The “overloading” of existence by the eternal heightens the contrast between existence and the eternal in precisely the way Kierkegaard means to emphasize in this passage. My guess is that Kierkegaard’s choice of forladt was meant also to evoke in the reader the sense of “forgiven” as in the forgiveness of sins. What I don’t think he meant, however, was to suggest that the appearance of the eternal in time, or in existence, amounted to an abandonment of existence. That just doesn’t make sense.

So why does Hannay have “abandonment”? Hannay isn’t the only translator of the Postscript to make this mistake. Every English translation of the Postscript makes this mistake. Why all the English translators of the Postscript have gotten Modætning wrong remains a mystery. My guess, however, as to why they all get forladt wrong is because there is no second occurrence of forlade in contemporary Danish-English dictionaries. There isn’t in my Vinterberg-Bodelsen anyway. Forlade as “overload” appears to have fallen out of usage. That means even native speakers of Danish will very likely be inclined to misinterpret this passage of the Postscript.

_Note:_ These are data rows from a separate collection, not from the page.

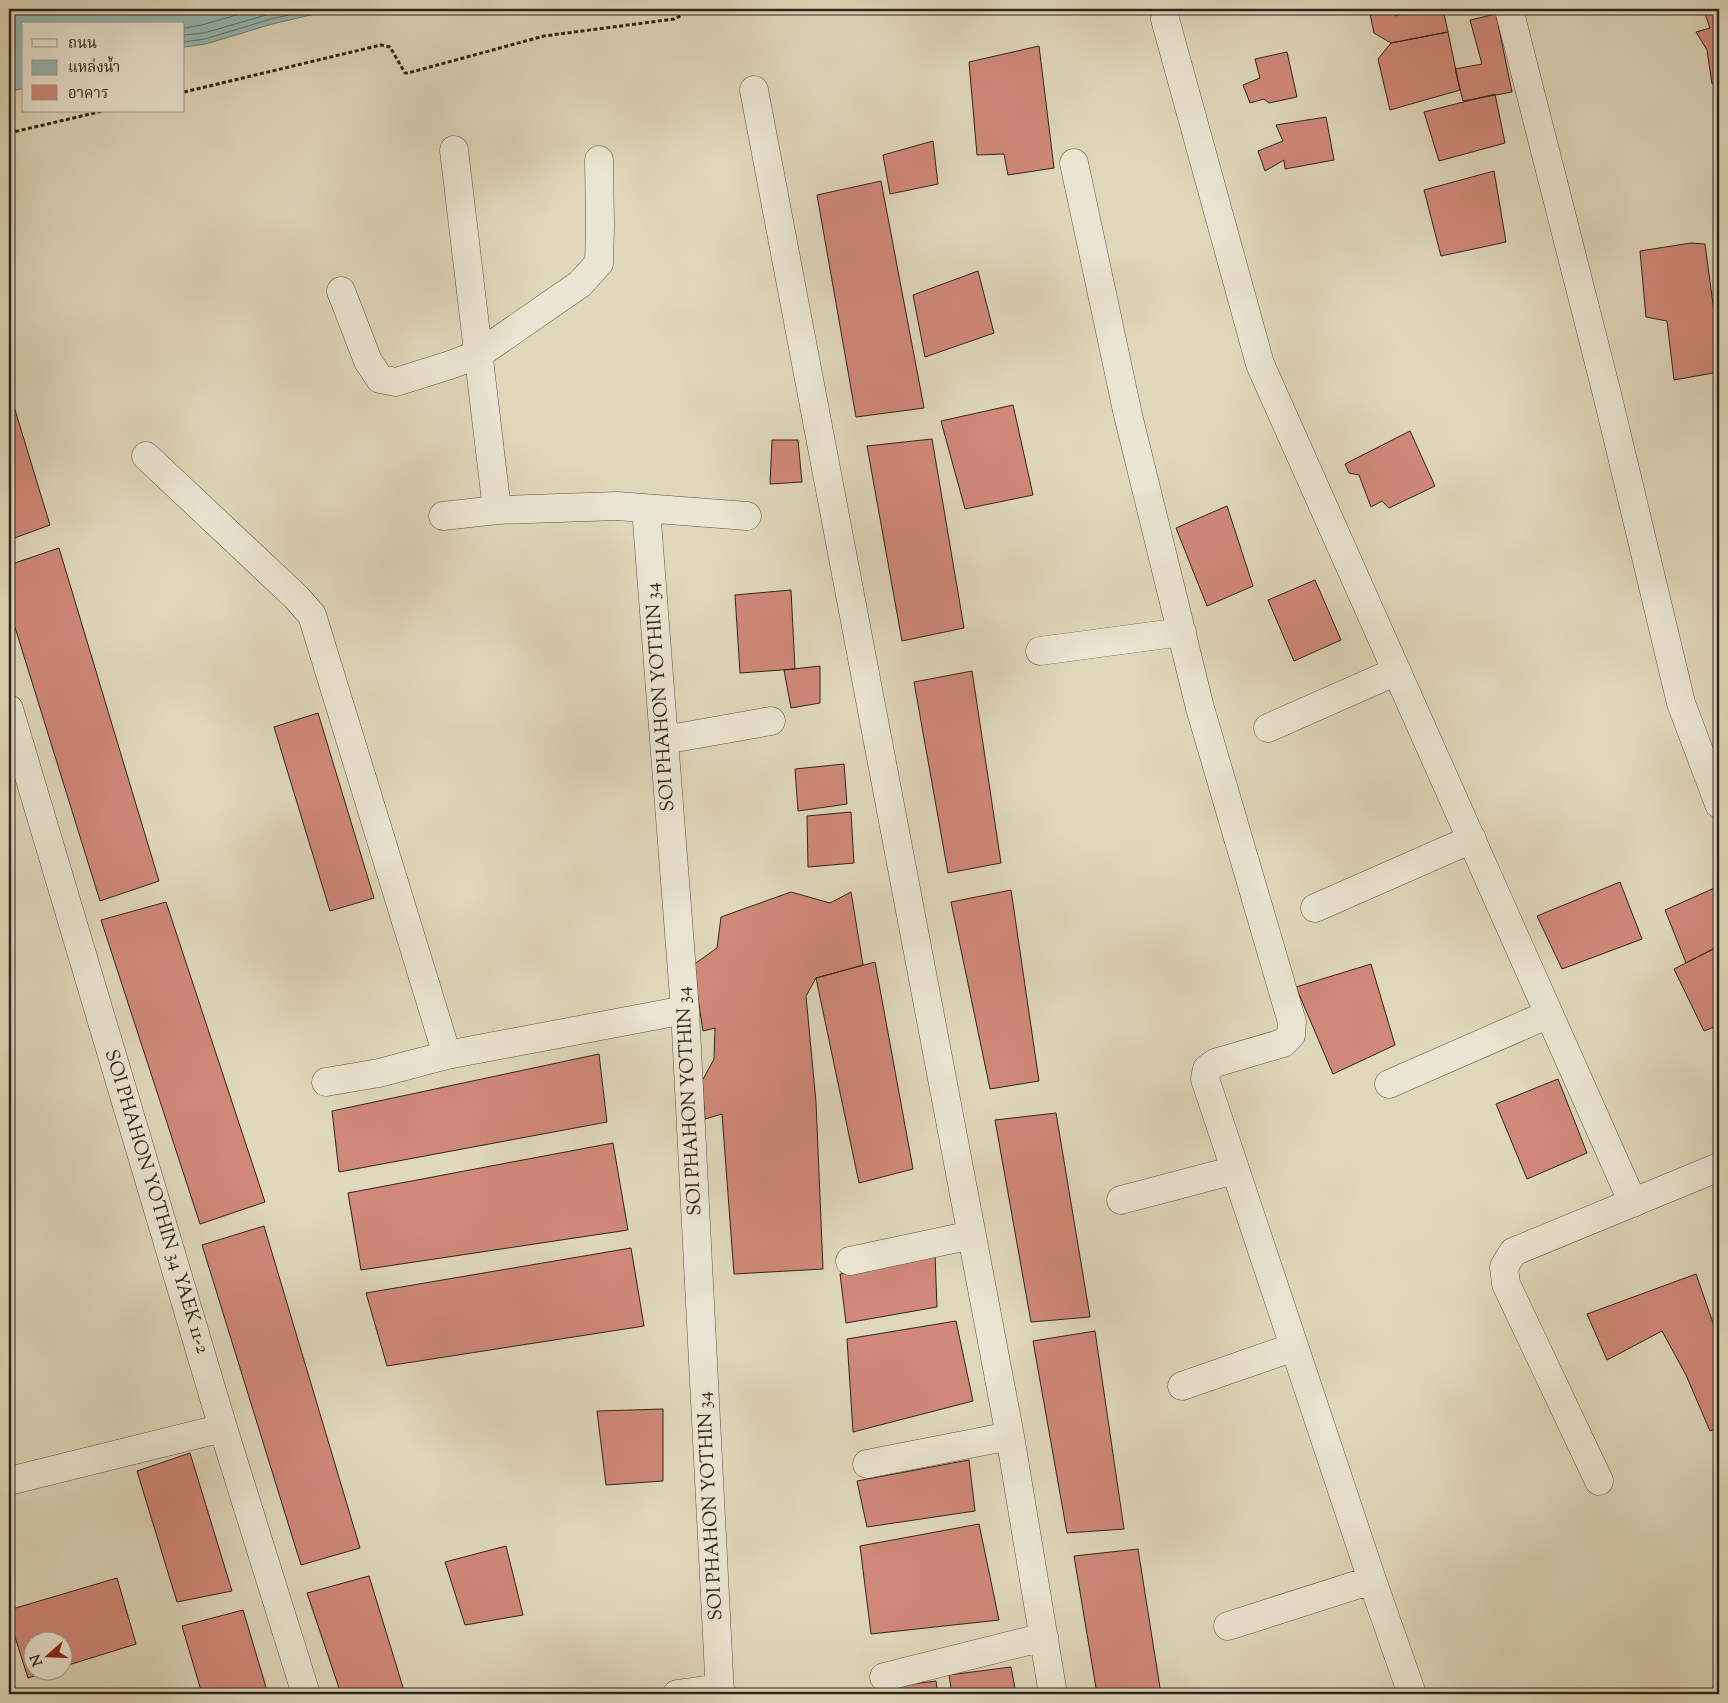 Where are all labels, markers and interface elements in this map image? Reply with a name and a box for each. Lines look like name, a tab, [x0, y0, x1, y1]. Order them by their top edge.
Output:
legend	[22, 22, 185, 112]
text: ถนน	[68, 34, 97, 55]
text: แหล่งน้ำ	[68, 56, 120, 79]
text: อาคาร	[68, 84, 108, 105]
street label: SOI PHAHON YOTHIN 34	[640, 581, 682, 812]
street label: SOI PHAHON YOTHIN 34	[670, 985, 709, 1216]
street label: SOI PHAHON YOTHIN 34 YAEK 11-2	[97, 1047, 215, 1358]
street label: SOI PHAHON YOTHIN 34	[691, 1390, 730, 1621]
north arrow	[22, 1630, 72, 1680]
text: N	[26, 1651, 49, 1668]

This is a striking example of how important it is to use dictionaries that are contemporary with one’s source. The late George L. Kline, my M.A. thesis director at Bryn Mawr used to emphasize this over and over again. Thank you, George, for drilling this into me!

“Crazy Capers”!

I promised I would do a post comparing my translation of a particularly tricky passage from Kierkegaard’s Repetition with the Hongs’ translation of the same passage. This comparison will give readers a sense for how difficult translation sometimes is.

The passage in question comes from the part of Repetition where Kierkegaard talks about farce. It begins on page 27 of Repetition and Philosophical Crumbs (Oxford, 2009) with the paragraph that starts “They show farces in the Königstädter Theatre,” and ends just before the middle of page 34. This material on farce is really wonderful and ought to be excerpted and included in collections of writings on theater.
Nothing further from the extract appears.